How do we know it is slight? Is there some way to express a bound on the amount of swap that might be wasted due to the over-accounting?

sys/vm/vm_map.c
3999	Can we call it `oldsize` instead of `size1`, and just write `swap_release_by_cred(ptoa(oldsize - object->size), object->cred);`?
4961	I think this needs a comment.

s/size1/oldsize/
add comment

In D54572#1248346, @markj wrote:

In D54572#1247713, @kib wrote:

Or give up on the slight over-accounting and charge the whole object unconditionally, as it is done in the patch.

How do we know it is slight? Is there some way to express a bound on the amount of swap that might be wasted due to the over-accounting?

Do you want an exact formula? I do not think it is possible, simply due to the nature of the interaction with the user.
Typically, split() would apply to the whole object, just in chunks. If split does not cover the whole object, then this is usually because the covering vm_map_entry was split for ops like mprotect() or (more rare) mlock().
If the split() covers the entire object, it should be destroyed shortly by collapse().

But if split is not total, we would keep this space accounting. It can be said that the space is leaked because no actual pageout could be initiated from it, because no pages could be installed there. Of course, the charge is un-accounted on the object free.

The only alternative to the fix I see is to record the ranges, which I do not want to do. One more intrusive alternative is to split the object itself, but this is perhaps even worse than recording ranges.

In D54572#1248367, @kib wrote:

In D54572#1248346, @markj wrote:

In D54572#1247713, @kib wrote:

Or give up on the slight over-accounting and charge the whole object unconditionally, as it is done in the patch.

How do we know it is slight?
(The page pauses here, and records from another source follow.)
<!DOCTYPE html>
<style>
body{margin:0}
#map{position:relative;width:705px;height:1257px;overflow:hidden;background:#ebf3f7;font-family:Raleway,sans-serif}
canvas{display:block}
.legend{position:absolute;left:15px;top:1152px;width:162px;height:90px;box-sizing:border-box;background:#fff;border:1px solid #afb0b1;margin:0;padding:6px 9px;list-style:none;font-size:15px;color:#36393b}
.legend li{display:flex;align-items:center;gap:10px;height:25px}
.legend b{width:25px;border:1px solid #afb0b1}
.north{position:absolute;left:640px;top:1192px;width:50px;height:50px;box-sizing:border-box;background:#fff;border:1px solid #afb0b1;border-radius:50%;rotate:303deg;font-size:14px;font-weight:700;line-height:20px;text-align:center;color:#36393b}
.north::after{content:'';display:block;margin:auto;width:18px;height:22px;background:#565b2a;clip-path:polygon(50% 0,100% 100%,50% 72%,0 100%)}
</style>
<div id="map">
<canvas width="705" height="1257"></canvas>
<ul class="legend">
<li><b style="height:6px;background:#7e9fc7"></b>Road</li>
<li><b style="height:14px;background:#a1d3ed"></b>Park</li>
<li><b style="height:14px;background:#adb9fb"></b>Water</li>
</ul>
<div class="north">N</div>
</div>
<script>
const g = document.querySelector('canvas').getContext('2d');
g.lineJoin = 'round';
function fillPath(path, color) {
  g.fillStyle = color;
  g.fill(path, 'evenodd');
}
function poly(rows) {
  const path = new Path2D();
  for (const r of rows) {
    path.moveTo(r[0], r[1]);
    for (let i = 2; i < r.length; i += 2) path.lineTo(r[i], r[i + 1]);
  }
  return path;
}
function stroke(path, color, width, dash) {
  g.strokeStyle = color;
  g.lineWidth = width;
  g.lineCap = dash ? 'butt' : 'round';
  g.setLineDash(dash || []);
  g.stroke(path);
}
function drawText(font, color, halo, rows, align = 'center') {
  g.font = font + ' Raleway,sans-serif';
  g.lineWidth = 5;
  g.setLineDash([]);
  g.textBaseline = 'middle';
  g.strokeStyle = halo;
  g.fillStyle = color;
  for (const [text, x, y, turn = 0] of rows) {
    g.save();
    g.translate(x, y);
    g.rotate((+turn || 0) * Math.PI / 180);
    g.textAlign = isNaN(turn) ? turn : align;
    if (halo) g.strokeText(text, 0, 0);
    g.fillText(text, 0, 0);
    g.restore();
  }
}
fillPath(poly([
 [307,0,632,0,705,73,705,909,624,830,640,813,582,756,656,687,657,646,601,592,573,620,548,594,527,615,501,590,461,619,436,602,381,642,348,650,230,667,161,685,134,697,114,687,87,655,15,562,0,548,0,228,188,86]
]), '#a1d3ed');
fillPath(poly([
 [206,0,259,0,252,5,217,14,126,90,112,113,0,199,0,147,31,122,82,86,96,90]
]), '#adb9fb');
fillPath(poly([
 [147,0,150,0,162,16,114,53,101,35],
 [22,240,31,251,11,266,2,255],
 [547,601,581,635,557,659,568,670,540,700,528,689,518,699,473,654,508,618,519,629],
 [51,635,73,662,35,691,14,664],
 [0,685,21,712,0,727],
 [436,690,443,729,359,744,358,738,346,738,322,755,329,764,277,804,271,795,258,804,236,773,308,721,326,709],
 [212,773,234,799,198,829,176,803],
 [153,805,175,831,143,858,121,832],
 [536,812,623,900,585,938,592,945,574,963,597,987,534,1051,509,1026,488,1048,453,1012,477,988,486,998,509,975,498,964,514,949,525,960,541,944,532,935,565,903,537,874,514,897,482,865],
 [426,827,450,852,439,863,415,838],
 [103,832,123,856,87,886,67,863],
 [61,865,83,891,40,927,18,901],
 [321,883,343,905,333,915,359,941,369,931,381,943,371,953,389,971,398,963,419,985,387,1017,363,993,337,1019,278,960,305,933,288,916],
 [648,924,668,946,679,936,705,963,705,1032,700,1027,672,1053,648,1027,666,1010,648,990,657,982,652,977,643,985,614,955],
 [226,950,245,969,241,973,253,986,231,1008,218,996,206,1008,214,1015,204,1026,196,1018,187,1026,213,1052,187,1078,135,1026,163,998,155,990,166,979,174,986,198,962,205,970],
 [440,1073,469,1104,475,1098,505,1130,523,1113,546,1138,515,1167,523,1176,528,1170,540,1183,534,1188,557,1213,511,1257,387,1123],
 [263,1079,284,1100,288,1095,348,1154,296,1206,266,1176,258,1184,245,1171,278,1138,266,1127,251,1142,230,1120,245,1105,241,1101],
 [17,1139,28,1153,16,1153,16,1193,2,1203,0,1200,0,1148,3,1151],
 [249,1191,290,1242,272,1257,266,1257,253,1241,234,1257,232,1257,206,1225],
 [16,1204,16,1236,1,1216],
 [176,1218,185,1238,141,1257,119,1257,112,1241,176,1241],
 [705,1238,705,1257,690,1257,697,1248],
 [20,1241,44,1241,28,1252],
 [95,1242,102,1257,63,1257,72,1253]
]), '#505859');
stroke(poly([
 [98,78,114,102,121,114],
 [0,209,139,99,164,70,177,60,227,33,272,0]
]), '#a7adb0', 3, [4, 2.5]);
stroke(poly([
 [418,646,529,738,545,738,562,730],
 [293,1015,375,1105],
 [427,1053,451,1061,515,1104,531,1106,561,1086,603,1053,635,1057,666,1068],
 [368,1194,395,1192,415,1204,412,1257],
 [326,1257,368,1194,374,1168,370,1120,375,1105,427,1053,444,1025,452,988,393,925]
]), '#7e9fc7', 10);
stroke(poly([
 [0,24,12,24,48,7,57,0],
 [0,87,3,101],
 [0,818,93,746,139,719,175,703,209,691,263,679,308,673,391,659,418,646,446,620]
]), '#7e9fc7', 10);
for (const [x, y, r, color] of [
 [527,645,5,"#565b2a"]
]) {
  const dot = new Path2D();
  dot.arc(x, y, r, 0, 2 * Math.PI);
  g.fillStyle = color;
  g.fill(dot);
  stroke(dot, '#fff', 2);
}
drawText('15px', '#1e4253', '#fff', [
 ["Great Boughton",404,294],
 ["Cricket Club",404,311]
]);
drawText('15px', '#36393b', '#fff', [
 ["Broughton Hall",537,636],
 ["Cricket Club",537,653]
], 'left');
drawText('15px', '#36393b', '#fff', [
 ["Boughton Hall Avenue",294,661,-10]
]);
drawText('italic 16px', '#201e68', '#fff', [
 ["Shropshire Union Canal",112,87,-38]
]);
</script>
Is there some way to express a bound on the amount of swap that might be wasted due to the over-accounting?

Do you want an exact formula? I do not think it is possible, simply due to the nature of the interaction with the user.
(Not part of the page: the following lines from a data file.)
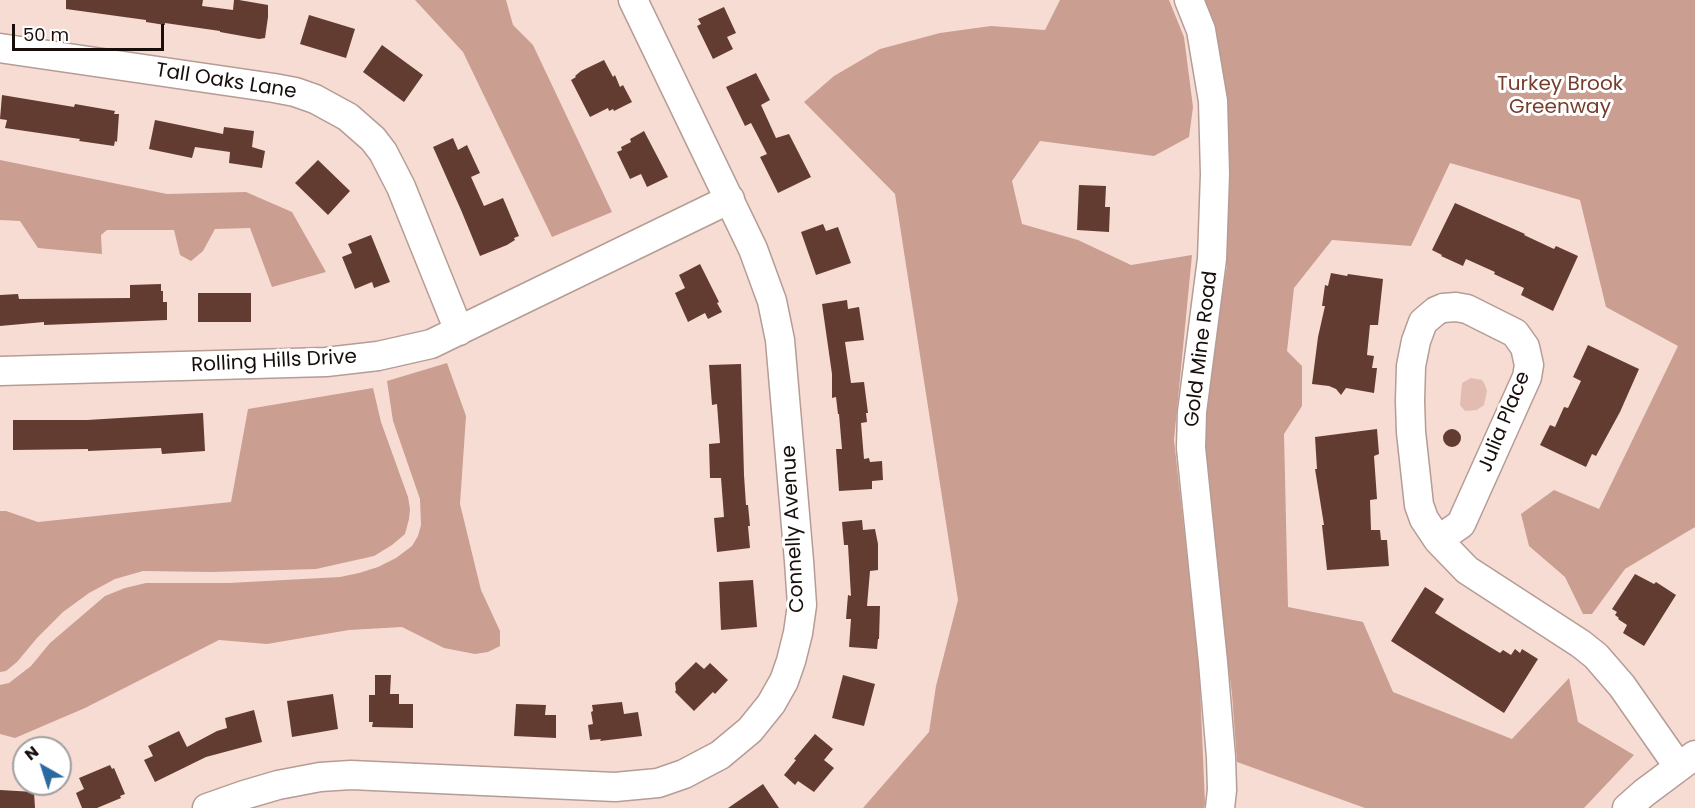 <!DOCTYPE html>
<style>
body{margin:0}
#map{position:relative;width:1695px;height:808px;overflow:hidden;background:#f7dcd4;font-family:Poppins,sans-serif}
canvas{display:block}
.north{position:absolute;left:12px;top:736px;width:60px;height:60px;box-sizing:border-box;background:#fff;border:2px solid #a29f9e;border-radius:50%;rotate:321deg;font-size:16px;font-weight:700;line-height:24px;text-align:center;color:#170e0c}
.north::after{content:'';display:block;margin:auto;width:21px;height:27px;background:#2a6aa0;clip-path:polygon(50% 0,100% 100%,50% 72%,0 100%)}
.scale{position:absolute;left:12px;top:24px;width:152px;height:27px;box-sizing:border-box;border:3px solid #170e0c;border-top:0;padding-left:8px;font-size:18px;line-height:21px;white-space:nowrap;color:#170e0c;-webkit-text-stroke:4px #fff;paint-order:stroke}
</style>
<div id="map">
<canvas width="1695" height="808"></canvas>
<div class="north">N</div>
<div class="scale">50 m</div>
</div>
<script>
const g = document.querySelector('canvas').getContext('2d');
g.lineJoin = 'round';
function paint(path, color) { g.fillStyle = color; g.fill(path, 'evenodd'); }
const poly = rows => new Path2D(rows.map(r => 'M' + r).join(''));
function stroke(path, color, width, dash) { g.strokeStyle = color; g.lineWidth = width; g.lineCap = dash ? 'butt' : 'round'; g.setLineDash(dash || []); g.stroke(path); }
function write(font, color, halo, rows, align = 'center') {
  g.font = font + ' Poppins,sans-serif'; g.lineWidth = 6; g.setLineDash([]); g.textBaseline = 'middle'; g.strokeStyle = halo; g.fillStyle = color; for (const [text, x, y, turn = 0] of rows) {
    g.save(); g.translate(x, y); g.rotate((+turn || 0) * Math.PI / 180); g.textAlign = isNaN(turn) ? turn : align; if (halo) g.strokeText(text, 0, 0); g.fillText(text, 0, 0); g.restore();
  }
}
const green = poly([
 [1471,378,1482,380,1485,385,1487,391,1484,405,1477,410,1465,411,1460,405,1462,383]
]);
const forest = poly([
 [415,0,506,0,513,25,533,45,612,212,552,237,463,52],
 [1060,0,1169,0,1184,37,1193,107,1189,137,1154,156,1040,141,1012,181,1022,224,1078,240,1131,265,1192,255,1174,440,1199,663,1205,803,1204,808,863,808,929,732,936,686,958,600,895,194,804,102,834,76,880,49,940,33,991,26,1045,30],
 [1201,0,1695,0,1695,527,1625,569,1592,614,1583,614,1565,577,1529,546,1521,514,1554,490,1599,509,1678,346,1606,307,1580,200,1450,163,1411,246,1332,240,1294,288,1287,351,1302,366,1302,406,1284,434,1288,607,1363,622,1393,692,1512,739,1569,678,1578,722,1634,755,1584,808,1365,808,1237,762,1232,694,1199,446,1227,265,1222,114],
 [0,160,167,194,246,192,292,212,326,272,272,287,250,228,215,229,203,251,191,261,180,255,174,230,107,230,101,235,102,254,38,248,20,221,0,220],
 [447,363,466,416,460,504,481,590,500,631,500,646,488,652,475,654,444,648,402,627,349,630,267,644,219,640,85,708,15,738,0,734,0,685,9,683,31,666,50,643,105,596,125,588,146,583,229,583,340,577,359,573,378,567,396,558,412,546,418,536,421,525,420,499,393,421,387,381],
 [373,388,381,422,408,497,410,509,409,519,405,534,392,545,374,556,316,569,212,572,143,571,115,579,89,593,63,612,37,638,17,662,6,671,0,672,0,511,6,511,38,522,231,502,248,409]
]);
const building = poly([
 [66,0,203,0,202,6,233,10,234,0,239,0,268,5,268,17,265,38,259,39,220,32,220,31,165,23,165,25,146,22,146,20,66,9],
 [724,7,736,33,727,37,733,49,713,59,697,26,701,24,698,19],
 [309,15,355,29,346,58,300,44],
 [382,45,423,75,404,102,363,72],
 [604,60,613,77,615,75,620,87,623,85,632,102,614,111,613,109,609,111,608,108,590,117,571,80,576,77,575,76,581,71],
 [756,73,770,100,761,105,776,138,789,134,811,177,778,193,760,157,767,154,751,123,745,126,726,87],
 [2,95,74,107,75,104,115,111,114,114,119,114,117,142,115,141,114,146,79,141,80,139,5,128,7,120,0,119],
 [155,120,223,134,224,127,254,131,252,147,265,151,262,168,229,163,230,152,195,147,192,158,149,149],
 [644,131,668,177,647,187,641,174,630,179,617,152,622,150,621,147,631,142,630,139],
 [453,138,458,150,467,145,480,173,471,177,484,206,503,198,519,236,514,238,515,240,507,245,480,256,461,210,433,147],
 [318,160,350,191,328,215,295,183],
 [1079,185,1106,186,1105,207,1110,207,1109,232,1077,230],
 [1455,203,1525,234,1524,235,1554,249,1556,246,1578,256,1553,311,1521,295,1524,288,1494,274,1495,272,1466,259,1463,266,1441,256,1442,255,1432,250],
 [823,224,826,231,838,227,851,263,816,275,801,232],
 [371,235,390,282,374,288,372,282,355,289,342,257,352,253,348,244],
 [700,264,719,302,717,303,722,312,708,319,705,313,688,322,675,293,685,288,679,275],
 [1331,273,1347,276,1348,274,1383,279,1378,325,1370,325,1367,355,1374,356,1372,368,1377,368,1374,393,1346,388,1341,395,1336,389,1329,386,1312,384,1318,337,1325,306,1322,306,1325,285,1328,286],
 [161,284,161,291,163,291,163,302,167,302,167,320,44,325,44,322,0,326,0,295,18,294,19,299,130,298,130,285],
 [198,293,251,293,251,322,198,322],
 [847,300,848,309,859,307,864,340,845,342,851,383,864,382,868,413,866,413,867,422,861,423,864,459,869,458,870,462,882,461,883,480,872,481,872,489,839,491,836,449,842,449,839,414,838,414,836,397,832,398,832,374,822,304],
 [1588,345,1639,369,1620,412,1596,456,1592,454,1586,467,1540,445,1550,425,1555,427,1564,407,1568,408,1581,381,1573,377],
 [741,364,744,475,746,505,748,505,750,526,748,526,750,548,717,552,714,518,724,517,721,478,710,478,709,444,720,443,717,404,712,405,709,365],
 [203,413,205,451,162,454,161,448,88,451,88,449,13,450,13,420,87,420],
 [1377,429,1379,454,1374,456,1377,499,1370,500,1371,530,1380,530,1381,540,1387,540,1389,566,1327,570,1322,525,1324,525,1315,469,1317,469,1315,437],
 '1443 438a9 9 0 1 1 18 0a9 9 0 1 1-18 0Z',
 [862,520,863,530,875,529,878,544,878,570,870,571,867,606,880,606,879,639,878,639,877,649,849,647,851,619,846,619,848,595,851,596,848,545,844,545,842,522],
 [1635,574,1654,584,1656,582,1676,595,1644,646,1623,633,1627,625,1618,619,1619,618,1615,615,1617,612,1612,609],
 [753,580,757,627,721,630,719,582],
 [1425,587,1444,599,1435,613,1462,630,1500,653,1503,650,1511,655,1515,649,1520,653,1522,649,1538,659,1504,713,1391,641],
 [696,662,704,669,710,663,728,680,715,694,713,692,694,711,675,692,676,690,675,683],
 [375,675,391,675,390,694,399,694,399,704,413,704,413,728,372,727,373,722,369,722,369,695,375,695],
 [843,675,875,684,864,726,832,718],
 [333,694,338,729,292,737,287,701],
 [622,702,624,714,638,712,642,736,600,741,601,739,590,740,588,725,593,724,591,712,593,711,592,705],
 [516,704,546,705,545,715,556,715,556,738,514,736],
 [254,710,262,742,206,757,155,782,144,760,153,756,148,746,179,731,187,747,217,731,227,728,225,718],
 [815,734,833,749,824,760,834,768,814,792,798,781,795,785,784,775,796,760,794,759],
 [110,765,112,769,114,768,125,794,120,796,121,798,97,808,82,808,76,793,84,789,79,778],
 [763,784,779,808,728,808],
 [0,790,34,792,35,808,0,808]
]);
const minor = poly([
 [1189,0,1201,30,1213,101,1215,174,1212,259,1192,412,1191,448,1213,662,1221,757,1222,790,1220,808],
 [0,48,274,88,295,92,315,99,348,117,373,139,383,152,401,187,459,331],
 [0,371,326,362,378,356,431,344,730,199],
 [1438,540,1424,519,1419,505,1411,432,1410,401,1411,366,1416,341,1423,322,1436,311,1443,308,1456,307,1467,309,1515,333,1525,347,1529,365,1527,377,1461,524,1438,540,1467,570,1581,644,1596,656,1622,686,1678,766],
 [207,808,244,795,278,785,320,777,351,775,615,787,658,783,684,774,720,755,750,730,771,704,784,681,791,661,798,633,802,605,799,561,780,340,772,301,753,249,633,0],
 [1627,808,1644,793,1695,755]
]);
const streetNames = [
 ["Tall Oaks Lane",226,82,9],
 ["Gold Mine Road",1202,349,-83],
 ["Rolling Hills Drive",274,362,-3],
 ["Julia Place",1505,422,-68],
 ["Connelly Avenue",794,529,-93]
];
const parkNames = [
 ["Turkey Brook",1560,85],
 ["Greenway",1560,108]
];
paint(green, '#e2bcb1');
paint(forest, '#ca9e90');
paint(building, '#623c31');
stroke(minor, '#b59c94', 31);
stroke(minor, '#fff', 28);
write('20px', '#170e0c', '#fff', streetNames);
write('20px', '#773d2c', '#fff', parkNames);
</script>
No, I'm just wondering if there is some informal argument to justify the use of "slight."

Typically, split() would apply to the whole object, just in chunks. If split does not cover the whole object, then this is usually because the covering vm_map_entry was split for ops like mprotect() or (more rare) mlock().
If the split() covers the entire object, it should be destroyed shortly by collapse().

But if split is not total, we would keep this space accounting. It can be said that the space is leaked because no actual pageout could be initiated from it, because no pages could be installed there. Of course, the charge is un-accounted on the object free.

The only alternative to the fix I see is to record the ranges, which I do not want to do. One more intrusive alternative is to split the object itself, but this is perhaps even worse than recording ranges.

Right, I'm trying to understand how big the leak might be in practice. It really depends on the behaviour of the memory allocator and in particular whether it unmaps memory instead of using MADV_FREE to release free memory back to the system. In any case, this architectural bug should probably be documented somewhere, but I'm not sure where would be appropriate.

This revision is now accepted and ready to land.Jan 11 2026, 11:43 PM

In D54572#1248709, @markj wrote:

Right, I'm trying to understand how big the leak might be in practice. It really depends on the behaviour of the memory allocator and in particular whether it unmaps memory instead of using MADV_FREE to release free memory back to the system. In any case, this architectural bug should probably be documented somewhere, but I'm not sure where would be appropriate.

Not only the free behavior. It also depends on the usage. If all memory in CoW is shadowed by both parent and child, or parent exits early, then we can collapse and eventually do.